On the Ground With a Pulitzer Winner, Malcolm Browne, in South Vietnam

The modest Browne is perhaps the ideal subject to show how a dedication to journalism — to getting the story — would naturally alienate the reporter from supporters of government policy.

Via Wikimedia Commons
Malcolm Browne's photo of Thich Quang Duc for the Associated Press, June 1, 1963. Via Wikimedia Commons

‘The Ultimate Protest: Malcolm W. Browne, Thich Quang Duc, and the News Photograph That Stunned the World’
By Ray E. Boomhower
High Road Books, 344 pages

On June 1, 1963, a Buddhist monk, Thich Quang Duc, had himself set on fire by his fellow monks, determined that his death might command the world’s attention to the persecution of Buddhists by the Catholic-dominated government of South Vietnam’s president, Ngo Dinh Diem’s.

An Associated Press correspondent, Malcolm W. Browne, was the only Western newsman to get close enough to take a photograph of the dying monk. In 1964, Browne won a Pulitzer Prize for his reporting from South Vietnam, but he also provoked the enmity of American and South Vietnamese officials, as well as American journalists of the World War II era, who regarded the new generation of war correspondents as biased against the American effort to save the country from becoming part of the Soviet/Sino orbit.
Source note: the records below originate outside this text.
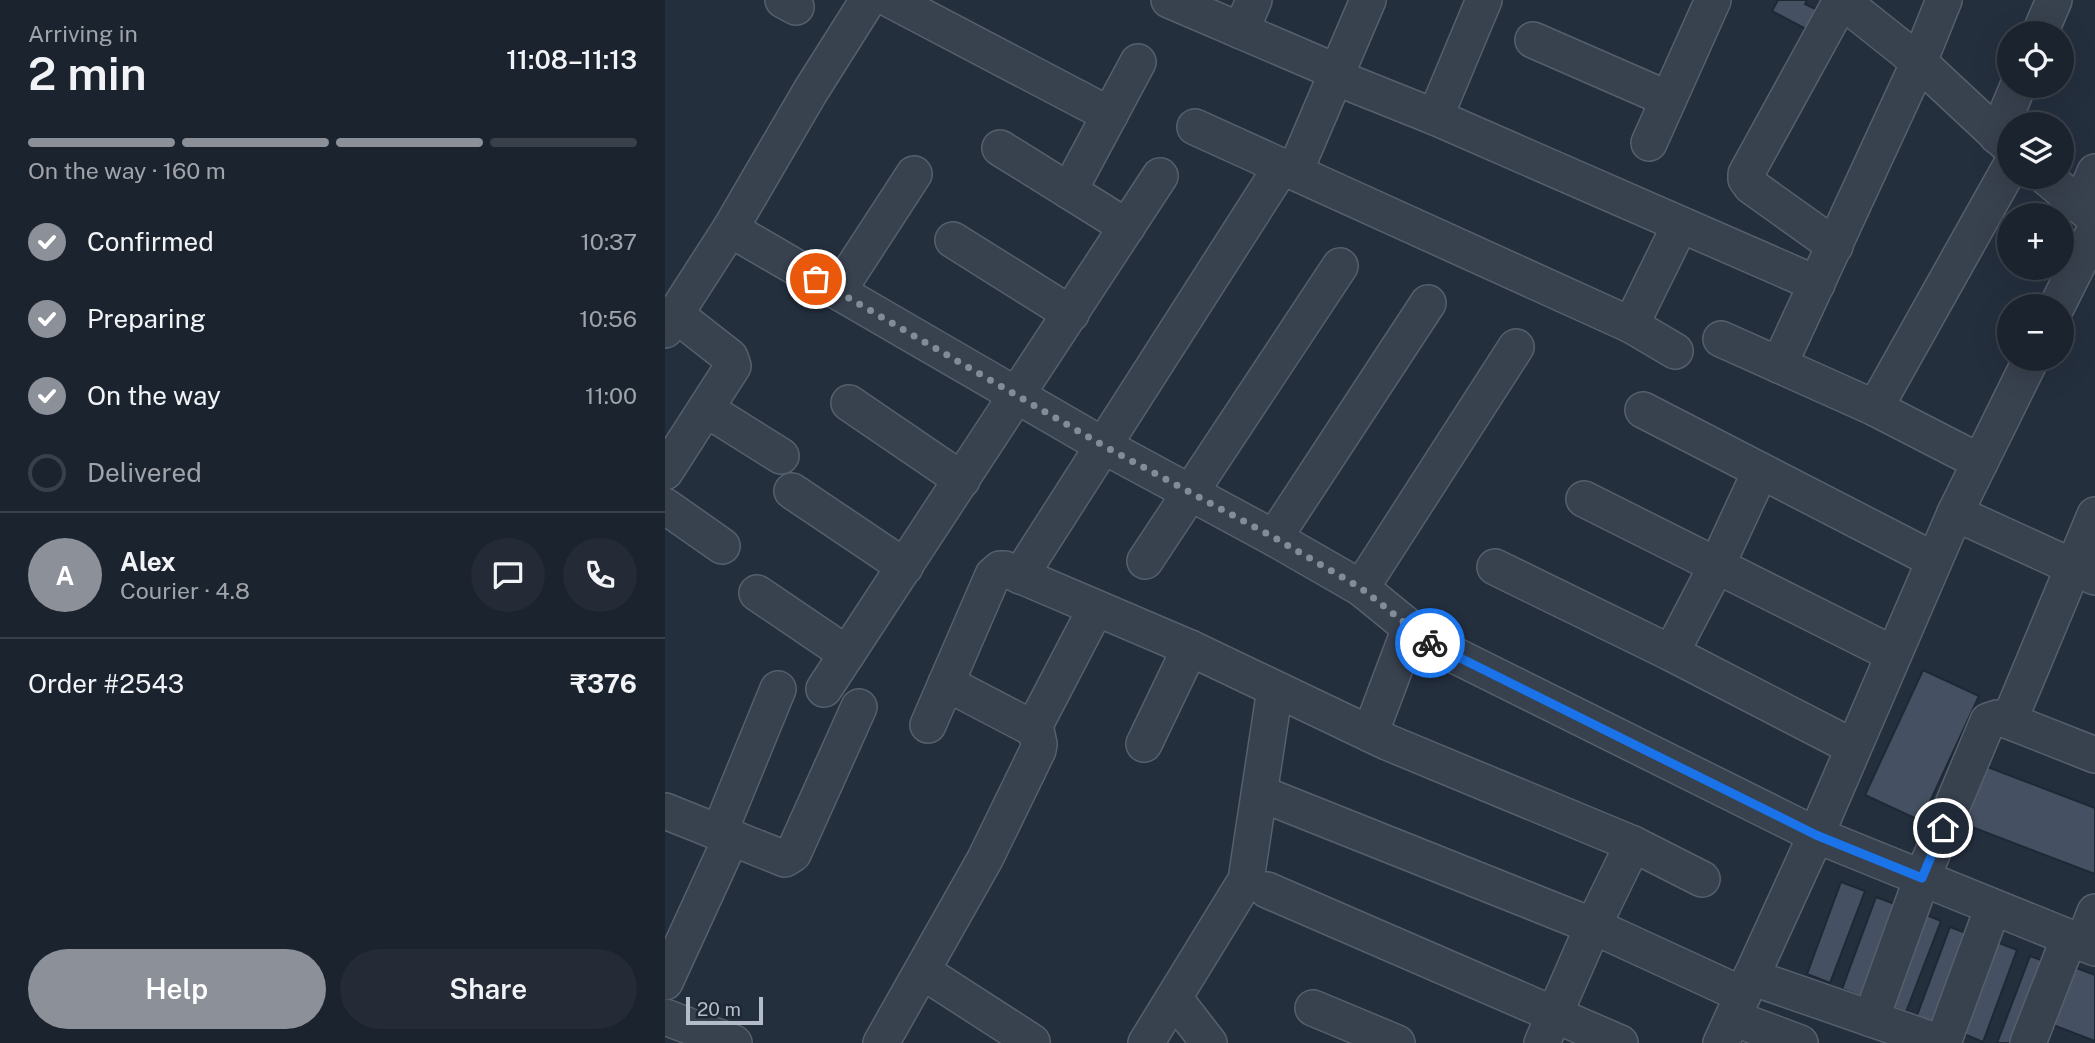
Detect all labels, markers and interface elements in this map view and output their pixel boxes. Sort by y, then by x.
text: Arriving in [28,20,138,47]
map controls [1997,21,2074,371]
button: locate [1997,21,2074,98]
text: 11:08–11:13 [506,44,637,75]
text: 2 min [28,46,147,100]
button: layers [1997,112,2074,189]
text: On the way · 160 m [28,157,226,184]
button: + [1997,203,2074,280]
icon: check [28,223,66,261]
text: Confirmed [87,226,214,257]
text: 10:37 [580,228,637,255]
pin [786,249,846,309]
icon: bag [797,260,835,298]
button: − [1997,294,2074,371]
icon: check [28,300,66,338]
text: Preparing [87,303,206,334]
text: 10:56 [579,305,637,332]
icon: check [28,377,66,415]
text: On the way [87,380,221,411]
text: 11:00 [585,382,637,409]
text: Delivered [87,457,202,488]
button: chat [471,538,545,612]
button: phone [563,538,637,612]
text: Alex [120,546,176,577]
text: A [56,560,74,591]
text: Courier · 4.8 [120,577,250,604]
courier [1395,608,1465,678]
icon: bike [1411,624,1449,662]
text: Order #2543 [28,668,184,699]
text: ₹376 [570,668,637,699]
pin [1913,798,1973,858]
icon: home [1924,809,1962,847]
button: Help [28,949,326,1029]
button: Share [340,949,637,1029]
scale bar [686,994,763,1026]
text: 20 m [697,998,741,1020]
The author of several books on American war correspondents, including “Richard Tregaskis: Reporting Under Fire From Guadalcanal to Vietnam” and “Dispatches from the Pacific: The World War II Reporting of Robert E. Sherrod,” Ray Boomhower continues a masterful history of a press corps schooled to believe in the rightness of American foreign policy that required opposition to the aggressive post-war communist takeover of countries in Europe and Asia.

Browne believed that those older correspondents were not willing to see the war in Vietnam as it was actually happening on the ground, which meant they discounted reports of American indiscriminate bombing, say, and the corruption of the Diem government that increasingly sheltered him from the suffering of the Vietnamese in their vulnerable villages, caught between the firefights of opposing sides without a battlefield.
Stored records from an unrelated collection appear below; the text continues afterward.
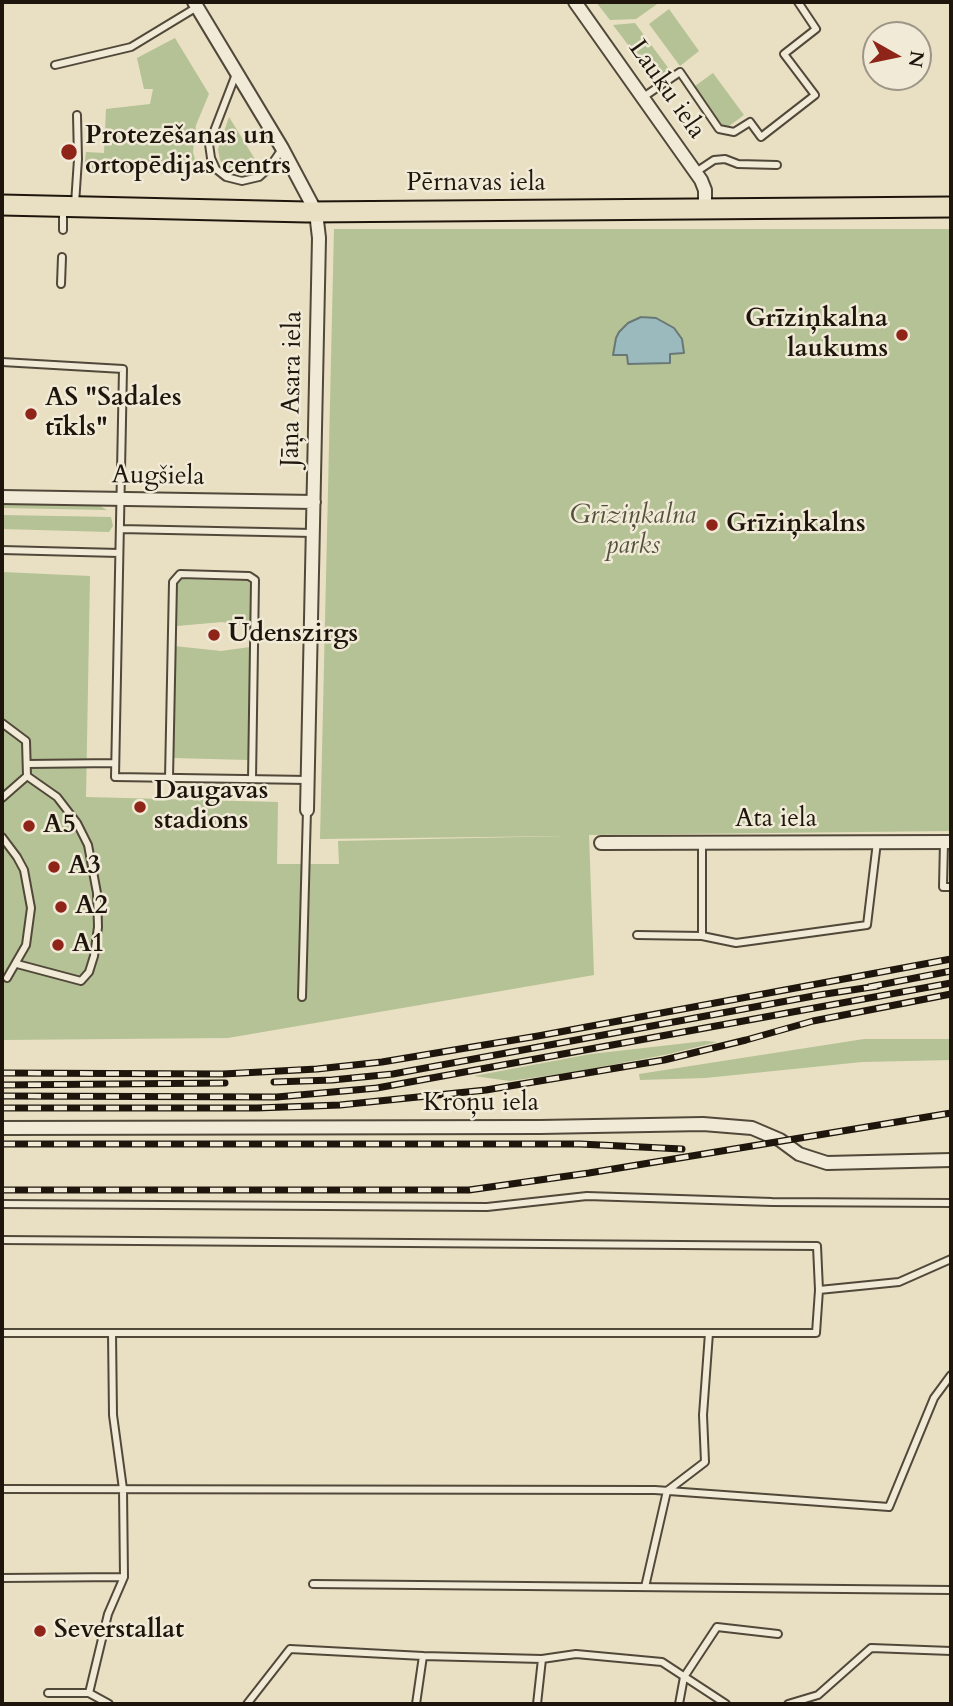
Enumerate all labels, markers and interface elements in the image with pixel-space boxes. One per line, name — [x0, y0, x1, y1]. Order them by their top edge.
north arrow — [862, 21, 932, 91]
street label: Lauku iela — [621, 35, 711, 145]
text: N — [902, 49, 930, 69]
place label: Protezēšanas un ortopēdijas centrs — [85, 121, 291, 182]
marker: Protezēšanas un ortopēdijas centrs — [59, 142, 79, 162]
street label: Pērnavas iela — [406, 168, 546, 200]
place label: Grīziņkalna laukums — [745, 304, 888, 366]
street label: Jāņa Asara iela — [276, 311, 310, 467]
marker: Grīziņkalna laukums — [894, 327, 910, 343]
place label: AS "Sadales tīkls" — [45, 383, 182, 444]
marker: AS "Sadales tīkls" — [23, 406, 39, 422]
street label: Augšiela — [111, 461, 205, 493]
park label: Grīziņkalna parks — [570, 501, 696, 562]
place label: Grīziņkalns — [726, 509, 866, 541]
marker: Grīziņkalns — [704, 517, 720, 533]
place label: Ūdenszirgs — [228, 619, 358, 651]
marker: Ūdenszirgs — [206, 627, 222, 643]
place label: Daugavas stadions — [154, 776, 268, 838]
marker: Daugavas stadions — [132, 799, 148, 815]
street label: Ata iela — [735, 804, 817, 836]
place label: A5 — [43, 810, 76, 842]
marker: A5 — [21, 818, 37, 834]
place label: A3 — [68, 851, 101, 883]
marker: A3 — [46, 859, 62, 875]
place label: A2 — [75, 891, 108, 923]
marker: A2 — [53, 899, 69, 915]
place label: A1 — [72, 929, 105, 961]
marker: A1 — [50, 937, 66, 953]
street label: Kroņu iela — [423, 1088, 539, 1120]
place label: Severstallat — [54, 1615, 184, 1647]
marker: Severstallat — [32, 1623, 48, 1639]

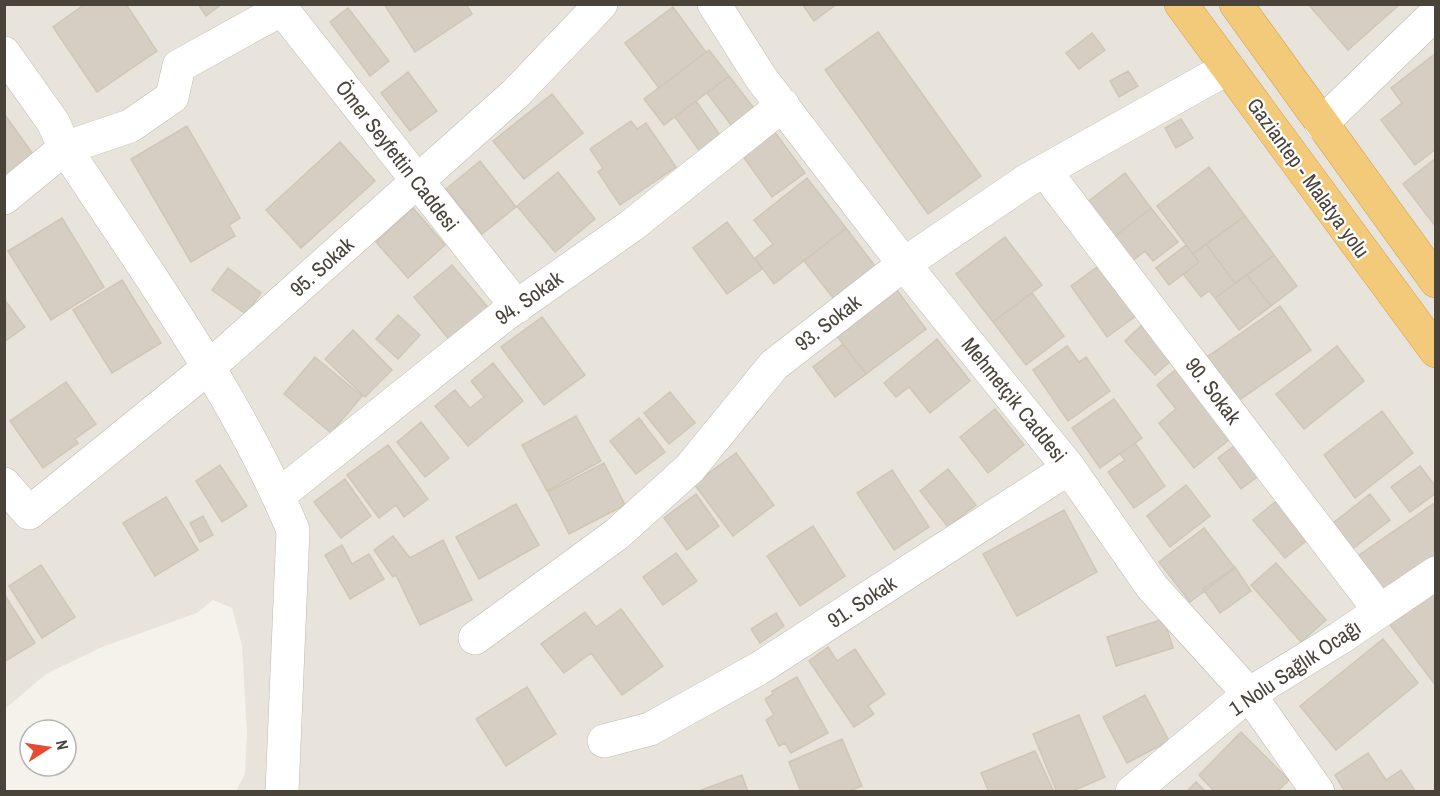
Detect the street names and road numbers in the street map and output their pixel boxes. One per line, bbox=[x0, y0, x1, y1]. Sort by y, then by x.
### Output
street label: Ömer Seyfettin Caddesi bbox=[329, 74, 466, 237]
street label: Gaziantep - Malatya yolu bbox=[1240, 92, 1376, 264]
street label: 95. Sokak bbox=[284, 230, 360, 303]
street label: 94. Sokak bbox=[489, 264, 569, 331]
street label: 93. Sokak bbox=[789, 287, 867, 358]
street label: Mehmetçik Caddesi bbox=[955, 331, 1074, 468]
street label: 90. Sokak bbox=[1179, 351, 1248, 430]
street label: 91. Sokak bbox=[822, 568, 902, 635]
street label: 1 Nolu Sağlık Ocağı bbox=[1223, 613, 1366, 722]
Despite differences with the earlier generation of war correspondents, Browne was like most of them in not wishing to make his personality and opinions the story. He wanted to report what he actually saw, which is why his photograph of the monk was so powerful. That picture of a man on fire in protest against his government had only been possible to capture because of Browne’s on-the-ground affinity for the people of Vietnam and his proximity to their agony.

If Browne is not as famous as other reporters of his generation, that is partly due to his low-key temperament, which never allowed him to grandstand, and to his loyalty to print journalism. He tried to work for ABC television and found the network’s reporting superficial and too inclined to turn the news into a show, with Browne getting advice on how to apply pancake makeup.

Browne also tried fiction, which other correspondents successfully pursued and that enhanced their public profiles. Nothing came, though, of Browne’s novels. Exactly why, Mr. Boomhower does not say, but it seems that Browne could not go beyond reporting what he had observed.

Through Browne, we see an American officialdom, in South Vietnam and Washington, unprepared to investigate the reports of Browne and other young correspondents that the war was not going well for the anti-communist forces. The South Vietnamese government never seemed able to tolerate press criticism, and actively engaged in efforts to intimidate and even physically harm journalists. 

The modest Browne is perhaps the ideal subject to show how a dedication to journalism — to getting the story — would naturally alienate the reporter from supporters of government policy. Yet no matter how badly Browne was treated by South Vietnamese and American officials, he never seems to have resented them. All that mattered to him, again, was the story, not the character of those who prevented him from getting it.

Browne continued his career after the war ended and resumed his earlier interest in writing about science. He published a well-received memoir of his career as a journalist. At 60 he covered the first Gulf war, sadly realizing that relations between the press and the American government had not materially improved, though the government’s skill at manipulating the press had become better.

Mr. Rollyson is the author of “Nothing Ever Happens to the Brave: The Adventures of America’s Most Glamorous and Courageous War Correspondent, The Story of Martha Gellhorn.”